Björn Brala (bbrala)
2:13 PM
Well, unfortunately not the case it seems.

kristiaanvde
2:21 PM
Hmm, your research seems like a good start to figuring this out. In the meantime, I've posted a new patch to https://www.drupal.org/project/drupal/issues/3379984 📌 Refactor ResourceObjectNormalizationCacher to use VariationCache Fixed that goes green because it keeps the render cache's check for GET/HEAD methods. I've copied that over into the normalizer cacher and now every test goes green.
So what I did is I added a todo to the patch saying this might need a follow-up. Which is where your research and my finding that POST and PATCH are handled differently might come in handy. I still think it's "weird" that the test failed the way it failed in comments 4 and 8, but for the time being we already have a committable patch.
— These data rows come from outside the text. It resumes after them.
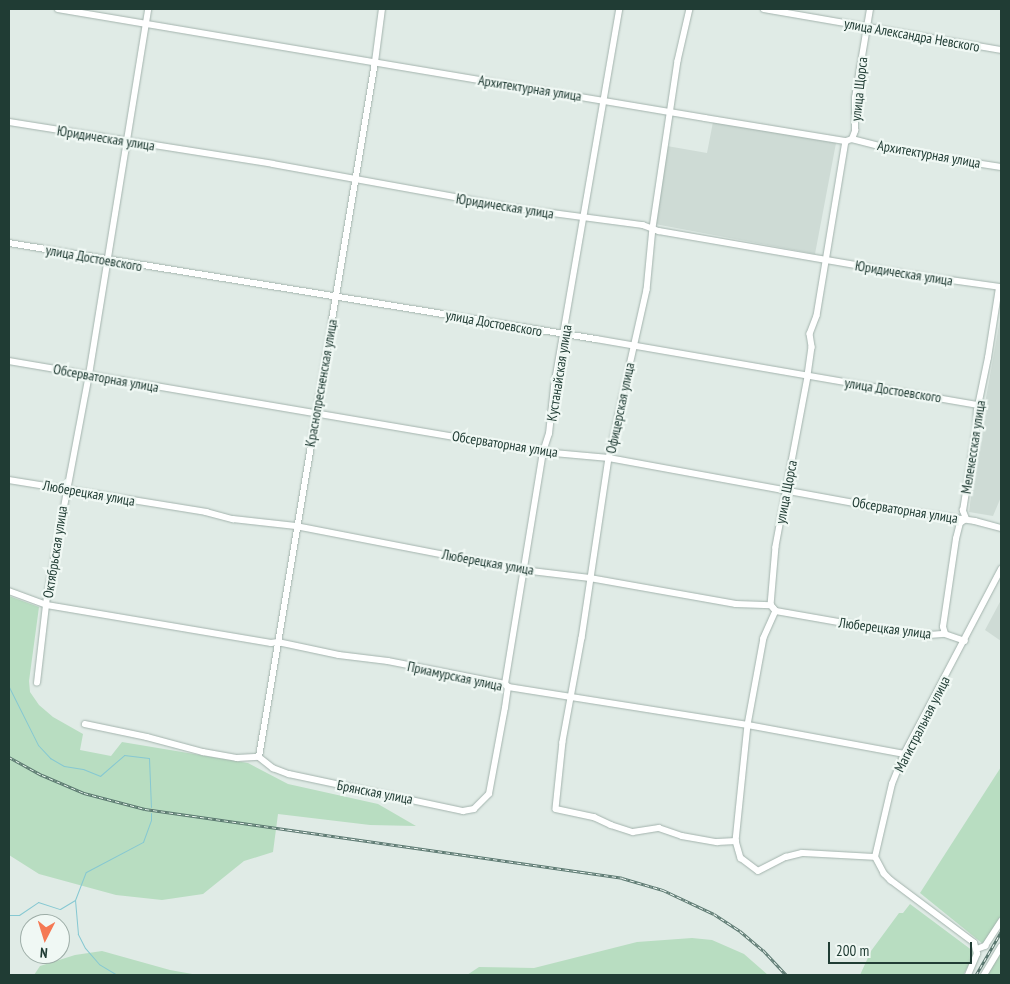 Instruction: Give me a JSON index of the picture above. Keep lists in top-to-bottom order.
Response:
{
  "streets": {
    "street": [
      "улица Александра Невского",
      "Архитектурная улица",
      "улица Щорса",
      "Юридическая улица",
      "улица Достоевского",
      "Кустанайская улица",
      "Обсерваторная улица",
      "Краснопресненская улица",
      "Офицерская улица",
      "Мелекесская улица",
      "Люберецкая улица",
      "Октябрьская улица",
      "Приамурская улица",
      "Магистральная улица",
      "Брянская улица"
    ]
  },
  "crossings": [
    ["улица Александра Невского", "улица Щорса"],
    ["Архитектурная улица", "улица Щорса"],
    ["Архитектурная улица", "Кустанайская улица"],
    ["Архитектурная улица", "Краснопресненская улица"],
    ["Архитектурная улица", "Офицерская улица"],
    ["Архитектурная улица", "Октябрьская улица"],
    ["улица Щорса", "Юридическая улица"],
    ["улица Щорса", "улица Достоевского"],
    ["улица Щорса", "Обсерваторная улица"],
    ["улица Щорса", "Люберецкая улица"],
    ["Юридическая улица", "Кустанайская улица"],
    ["Юридическая улица", "Краснопресненская улица"],
    ["Юридическая улица", "Офицерская улица"],
    ["Юридическая улица", "Мелекесская улица"],
    ["Юридическая улица", "Октябрьская улица"],
    ["улица Достоевского", "Кустанайская улица"],
    ["улица Достоевского", "Краснопресненская улица"],
    ["улица Достоевского", "Офицерская улица"],
    ["улица Достоевского", "Мелекесская улица"],
    ["улица Достоевского", "Октябрьская улица"],
    ["Кустанайская улица", "Обсерваторная улица"],
    ["Кустанайская улица", "Люберецкая улица"],
    ["Кустанайская улица", "Приамурская улица"],
    ["Кустанайская улица", "Брянская улица"],
    ["Обсерваторная улица", "Краснопресненская улица"],
    ["Обсерваторная улица", "Офицерская улица"],
    ["Обсерваторная улица", "Мелекесская улица"],
    ["Обсерваторная улица", "Октябрьская улица"],
    ["Краснопресненская улица", "Люберецкая улица"],
    ["Краснопресненская улица", "Приамурская улица"],
    ["Краснопресненская улица", "Брянская улица"],
    ["Офицерская улица", "Люберецкая улица"],
    ["Офицерская улица", "Приамурская улица"],
    ["Мелекесская улица", "Люберецкая улица"],
    ["Люберецкая улица", "Октябрьская улица"],
    ["Люберецкая улица", "Магистральная улица"],
    ["Октябрьская улица", "Приамурская улица"],
    ["Приамурская улица", "Магистральная улица"]
  ],
  "scale_bar": "200 m",
  "north": "bottom"
}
It just kicks the can further down the road when it comes to what jsonapi will and won't cache. If you ever want to cache more than GET/HEAD, this issue is your starting point. (edited)
Drupal.org
Refactor ResourceObjectNormalizationCacher to use VariationCache
The issue in that @todo has landed, so it's time to stop abusing the render cache :)
Aug 8th

Björn Brala (bbrala)
2:23 PM
The permission check is just using administer menu.
2:23
I did just all cache that was written bij normalisation in that test before and after the change
2:23
This seems weird:
2:23

2:24
Although the fact ihe fragment is not changed might just be cause of the error. Let me double check i used a green test for the camparison of the new situation :x

kristiaanvde
2:24 PM
To be fair, every test aside from MenuLinkContent went green, so that (IMO) proves that JSON:API is ready to have its cacher cache all HTTP methods and smart enough to know when it needs to invalidate that. So in that aspect, it's quite sad my patch has to carry over the render cache method check. But at least it's narrow in scope now and does what it promises (swapping out the cache, no other changes) and you can decide whether or not to open up the cache to more methods in a follow-up

Björn Brala (bbrala)
2:30 PM
I think the menu content thing is weird.
2:30
It shouldn't fail.
2:30
This same pattern is used on loads of entities. ;(
2:31
Also checked if it was the type of link that was modified, but its an external link so no extra access checks.
2:32
(just documenting a little more so i can save it somewhere)
2:32
Also checked if the right permission was asked, no problem.

kristiaanvde
2:32 PM
Yeah, so something is definitely wrong there. But for now I'll avoid making it fail by copying over the render cache logic. Then we can file a follow-up and dig into what's wrong with menu links. The only thing I'm still not sure is if that would be a security risk or not, I am too much of a jsonapi noob to understand that much

Björn Brala (bbrala)
2:32 PM
Checked if the pattern for using changes was weird, nope.
2:33
Well, less permissions normally is no risk. xD
2:33
As you said just now, the fact this is only menu content points at something weird in that part of core.